Las protestas se multiplican porque el pernil no llega. Hay alboroto en Margarita y Ciudad Bolívar, también en Caracas y La Guaira, en San Felipe y Barquisimeto. La Guardia Nacional Bolivariana ha tenido que esforzarse a fondo y repeler con gases lacrimógenos y perdigones a unos ciudadanos que no piden libertad ni derechos, que lo único que hacen es reclamar algo que Maduro ofreció y no ha cumplido.

Lo del pernil va más allá de la actitud marginal de un pueblo que tiene hambre. El pernil se come, con todo lo que implica sentarse a la mesa con la familia o los amigos. El pernil remite a celebración, hace sentir que llegó la Navidad. El pernil es un sacramento que recuerda que siempre hay espacio para pasarla bien y llena de esperanza, aunque este año haya sido el peor del ciclo revolucionario. El pernil permite soñar, te conecta con lo aspiracional. El pernil da estatus.

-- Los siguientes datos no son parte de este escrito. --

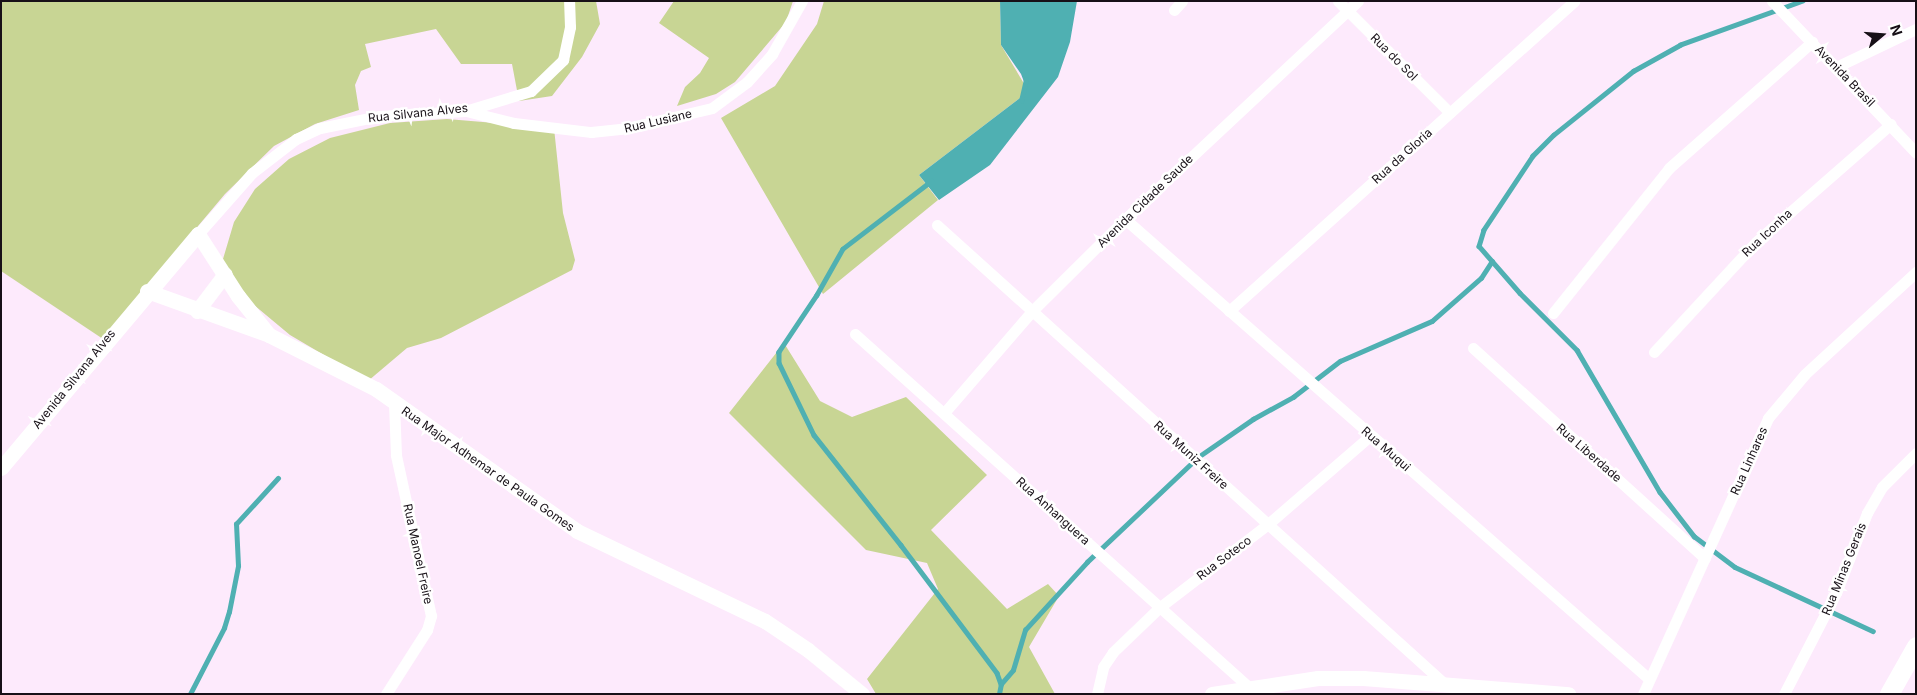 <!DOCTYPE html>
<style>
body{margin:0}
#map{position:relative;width:1917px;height:695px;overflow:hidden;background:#fdeafc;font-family:Inter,sans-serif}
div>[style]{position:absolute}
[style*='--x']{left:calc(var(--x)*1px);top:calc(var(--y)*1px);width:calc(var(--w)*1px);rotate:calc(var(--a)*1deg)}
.green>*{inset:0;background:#c8d594}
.water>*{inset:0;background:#4fb0b2}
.stream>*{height:4.5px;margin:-2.25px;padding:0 2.25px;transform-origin:2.25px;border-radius:2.25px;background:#4fb0b2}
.minor>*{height:11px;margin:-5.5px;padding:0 5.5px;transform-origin:5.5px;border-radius:5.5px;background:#fff}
.tertiary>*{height:15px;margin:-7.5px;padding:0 7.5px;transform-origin:7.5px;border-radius:7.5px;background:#fff}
.primary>*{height:19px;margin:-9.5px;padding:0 9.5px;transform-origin:9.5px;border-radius:9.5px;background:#fff}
span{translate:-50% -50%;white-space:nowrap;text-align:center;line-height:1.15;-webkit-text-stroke:5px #fff;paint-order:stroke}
.street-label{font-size:12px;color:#171017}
.frame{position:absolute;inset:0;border:2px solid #171017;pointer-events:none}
.north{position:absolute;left:1857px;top:10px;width:50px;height:50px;-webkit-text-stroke:4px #fff;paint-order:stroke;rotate:72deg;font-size:14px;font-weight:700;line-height:20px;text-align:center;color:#171017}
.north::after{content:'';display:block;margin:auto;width:18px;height:22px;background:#171017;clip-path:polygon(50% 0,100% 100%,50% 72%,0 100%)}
</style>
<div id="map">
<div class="green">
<i style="clip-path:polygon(1px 1px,596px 1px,600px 24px,582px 57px,552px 96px,519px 101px,512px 64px,461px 64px,436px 29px,365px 44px,371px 67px,361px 71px,355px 85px,359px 110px,315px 124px,274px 146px,225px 194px,103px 339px,1px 271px)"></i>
<i style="clip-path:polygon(674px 1px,793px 1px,786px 22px,735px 82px,716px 94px,677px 106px,685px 87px,700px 73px,709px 58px,659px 23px)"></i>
<i style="clip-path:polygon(824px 1px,1000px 1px,1001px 45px,1026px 87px,1024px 95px,919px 175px,938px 200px,823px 294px,721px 118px,775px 86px,817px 24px)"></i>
<i style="clip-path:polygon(447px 119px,554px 128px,563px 213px,575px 260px,572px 270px,441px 338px,407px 348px,368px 381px,290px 335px,231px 286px,223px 259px,234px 222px,255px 189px,289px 159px,330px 138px,390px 123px)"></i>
<i style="clip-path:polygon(784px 343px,820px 401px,852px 417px,906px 397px,987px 475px,931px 530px,1007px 609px,1048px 584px,1059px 596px,1029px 647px,1055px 694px,876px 694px,867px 679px,938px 589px,927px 563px,866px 550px,729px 413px)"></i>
</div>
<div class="water">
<i style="clip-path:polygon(1000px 1px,1077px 1px,1070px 42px,1058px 77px,990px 165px,939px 200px,919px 175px,1024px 95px,1026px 87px,1021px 74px,1001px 45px)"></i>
</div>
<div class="stream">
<i style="--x:1803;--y:1;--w:130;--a:160.2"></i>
<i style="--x:1681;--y:45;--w:54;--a:151"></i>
<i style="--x:1634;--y:71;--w:102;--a:141.3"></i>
<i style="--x:1554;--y:135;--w:30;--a:135"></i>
<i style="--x:1533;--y:156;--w:89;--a:123.5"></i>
<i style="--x:1484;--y:230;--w:17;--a:107"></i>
<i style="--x:1479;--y:246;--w:62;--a:48.9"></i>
<i style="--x:1520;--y:293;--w:81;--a:45"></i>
<i style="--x:1577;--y:350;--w:164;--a:59.7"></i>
<i style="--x:1660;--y:492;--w:56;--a:52.3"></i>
<i style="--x:1694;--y:536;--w:51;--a:37.1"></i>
<i style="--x:1735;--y:567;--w:152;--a:24.9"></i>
<i style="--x:1021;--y:101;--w:22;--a:-77"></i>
<i style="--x:932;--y:181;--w:112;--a:142.6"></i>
<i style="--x:843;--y:249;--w:53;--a:119.5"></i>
<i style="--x:817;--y:295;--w:69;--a:123.7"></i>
<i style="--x:779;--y:352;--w:11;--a:90"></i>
<i style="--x:779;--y:363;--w:80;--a:64.1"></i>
<i style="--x:814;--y:435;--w:140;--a:51.7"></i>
<i style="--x:901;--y:545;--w:160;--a:53.1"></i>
<i style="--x:997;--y:673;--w:12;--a:70"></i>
<i style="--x:190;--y:694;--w:74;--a:-62.7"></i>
<i style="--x:224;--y:628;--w:17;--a:-73"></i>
<i style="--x:229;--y:612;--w:47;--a:-78.9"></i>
<i style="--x:238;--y:566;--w:42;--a:-92.7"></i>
<i style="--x:236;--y:524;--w:62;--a:-47.6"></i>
<i style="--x:999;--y:694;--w:10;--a:-79"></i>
<i style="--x:1001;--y:684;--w:18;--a:-49"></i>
<i style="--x:1013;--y:670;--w:42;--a:-73.3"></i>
<i style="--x:1025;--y:630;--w:92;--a:-47.6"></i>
<i style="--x:1087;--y:562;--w:153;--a:-43.4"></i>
<i style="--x:1198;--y:457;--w:67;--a:-34.6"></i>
<i style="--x:1253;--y:419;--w:46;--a:-28.8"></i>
<i style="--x:1293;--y:397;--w:59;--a:-37.5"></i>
<i style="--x:1340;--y:361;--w:100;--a:-23.5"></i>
<i style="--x:1432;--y:321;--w:65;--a:-41.3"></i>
<i style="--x:1481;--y:278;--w:20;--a:-57"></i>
</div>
<div class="minor">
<i style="--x:1338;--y:1;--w:158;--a:45"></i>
<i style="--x:1772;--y:1;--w:209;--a:46.5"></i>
<i style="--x:1174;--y:10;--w:12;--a:-48"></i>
<i style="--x:1836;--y:67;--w:89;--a:-25.4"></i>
<i style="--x:466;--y:111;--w:49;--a:14"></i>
<i style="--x:514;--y:123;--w:78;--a:6.7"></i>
<i style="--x:591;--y:132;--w:36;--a:-6"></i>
<i style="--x:627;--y:128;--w:87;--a:-13.2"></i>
<i style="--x:712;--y:108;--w:44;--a:-36.6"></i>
<i style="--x:747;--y:82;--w:38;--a:-48"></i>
<i style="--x:772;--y:54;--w:61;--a:-60.5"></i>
<i style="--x:1125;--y:219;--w:696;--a:41.27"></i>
<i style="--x:937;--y:225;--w:686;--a:42.11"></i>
<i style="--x:198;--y:234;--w:81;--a:-48.5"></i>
<i style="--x:252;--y:173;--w:56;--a:-37.7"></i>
<i style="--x:296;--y:139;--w:26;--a:-25"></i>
<i style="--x:320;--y:128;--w:60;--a:-11.5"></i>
<i style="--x:379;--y:116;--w:86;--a:-3.3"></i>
<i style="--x:465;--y:111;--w:69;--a:-16.9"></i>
<i style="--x:531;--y:91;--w:45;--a:-44.1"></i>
<i style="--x:563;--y:60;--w:34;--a:-78"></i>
<i style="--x:570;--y:27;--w:26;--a:-92"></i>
<i style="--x:1229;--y:311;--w:464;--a:-41.9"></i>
<i style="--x:1553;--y:313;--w:186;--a:-51.3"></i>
<i style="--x:1669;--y:168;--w:191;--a:-41.4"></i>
<i style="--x:855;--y:334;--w:530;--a:41.87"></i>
<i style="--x:1473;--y:348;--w:313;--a:42.2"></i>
<i style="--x:1654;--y:352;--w:150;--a:-47.2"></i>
<i style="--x:1756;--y:242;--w:179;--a:-41.2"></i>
<i style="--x:944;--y:413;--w:135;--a:-49.2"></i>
<i style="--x:1032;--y:311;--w:131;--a:-44.7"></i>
<i style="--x:1125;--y:219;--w:319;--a:-43.1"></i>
<i style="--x:386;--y:694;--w:76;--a:-57.4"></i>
<i style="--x:427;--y:630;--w:15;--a:-74"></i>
<i style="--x:431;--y:616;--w:165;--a:-102.3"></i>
<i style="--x:396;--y:455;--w:51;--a:-92.2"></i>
<i style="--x:1097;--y:694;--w:28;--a:-77"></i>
<i style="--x:1103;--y:667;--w:18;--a:-56"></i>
<i style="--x:1113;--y:652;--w:65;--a:-43.8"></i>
<i style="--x:1160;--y:607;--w:136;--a:-37.5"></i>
<i style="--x:1268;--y:524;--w:136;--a:-40.8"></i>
<i style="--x:1643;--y:694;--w:303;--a:-65.6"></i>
<i style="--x:1768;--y:418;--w:57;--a:-49.9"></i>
<i style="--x:1805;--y:374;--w:151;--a:-42.6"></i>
<i style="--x:1784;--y:694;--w:114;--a:-62.8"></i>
<i style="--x:1836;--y:593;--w:86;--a:-68.8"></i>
<i style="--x:1867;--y:513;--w:30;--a:-60"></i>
<i style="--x:1882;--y:487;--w:48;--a:-45"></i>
</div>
<div class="tertiary">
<i style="--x:147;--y:291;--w:130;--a:19.8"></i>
<i style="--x:269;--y:335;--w:120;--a:26.8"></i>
<i style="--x:376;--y:389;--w:246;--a:35.2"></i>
<i style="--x:577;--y:531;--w:208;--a:25.6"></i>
<i style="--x:765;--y:621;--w:52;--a:34"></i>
<i style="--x:808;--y:650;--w:70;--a:39.2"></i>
<i style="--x:197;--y:311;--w:46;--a:-52.9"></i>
<i style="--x:1;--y:468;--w:306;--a:-49.9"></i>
<i style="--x:198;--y:234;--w:74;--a:57.2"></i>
<i style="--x:238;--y:296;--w:50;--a:51.5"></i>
<i style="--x:1212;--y:694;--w:107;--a:-8.6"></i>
<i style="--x:1318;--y:678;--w:45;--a:0"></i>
<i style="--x:1363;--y:678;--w:206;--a:4.5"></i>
</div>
<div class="primary">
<i style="--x:1889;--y:694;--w:55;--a:-60.6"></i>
</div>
<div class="street-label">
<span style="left:1394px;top:57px;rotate:45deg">Rua do Sol</span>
<span style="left:1845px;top:76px;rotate:46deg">Avenida Brasil</span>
<span style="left:418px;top:113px;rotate:-6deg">Rua Silvana Alves</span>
<span style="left:658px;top:121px;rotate:-13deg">Rua Lusiane</span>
<span style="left:1402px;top:156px;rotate:-42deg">Rua da Gloria</span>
<span style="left:1145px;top:201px;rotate:-44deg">Avenida Cidade Saude</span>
<span style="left:1767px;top:233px;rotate:-43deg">Rua Iconha</span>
<span style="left:74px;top:379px;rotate:-51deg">Avenida Silvana Alves</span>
<span style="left:1386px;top:449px;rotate:41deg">Rua Muqui</span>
<span style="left:1589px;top:453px;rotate:41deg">Rua Liberdade</span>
<span style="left:1191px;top:455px;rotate:42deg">Rua Muniz Freire</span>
<span style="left:1749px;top:461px;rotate:-66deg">Rua Linhares</span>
<span style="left:488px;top:469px;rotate:35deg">Rua Major Adhemar de Paula Gomes</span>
<span style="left:1053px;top:511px;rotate:42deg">Rua Anhanguera</span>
<span style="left:418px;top:554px;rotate:78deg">Rua Manoel Freire</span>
<span style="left:1224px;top:558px;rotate:-37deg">Rua Soteco</span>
<span style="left:1844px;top:569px;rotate:-68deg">Rua Minas Gerais</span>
</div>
<div class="frame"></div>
<div class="north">N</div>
</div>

La Navidad está incompleta si no hay pernil. Sin pernil Maduro está deslegitimado antes de que llegue el nuevo año, y quedará muy mal parado frente a sus seguidores más radicales, aquellos que lo han apoyado incondicionalmente y siguen a la espera de alguna dádiva, los que a nadie interesan y que políticamente poco han sido considerados por los factores de oposición.

Son ellos los que más preocupan al gobierno, porque no saben de razones, no están pendientes ni de la Unión Europea ni de Donald Trump, tampoco del Grupo de Lima o de Iván Duque. Quieren su pernil y lo quieren ya, y en ese apuro se pueden llevar por delante a quien sea y Maduro lo sabe.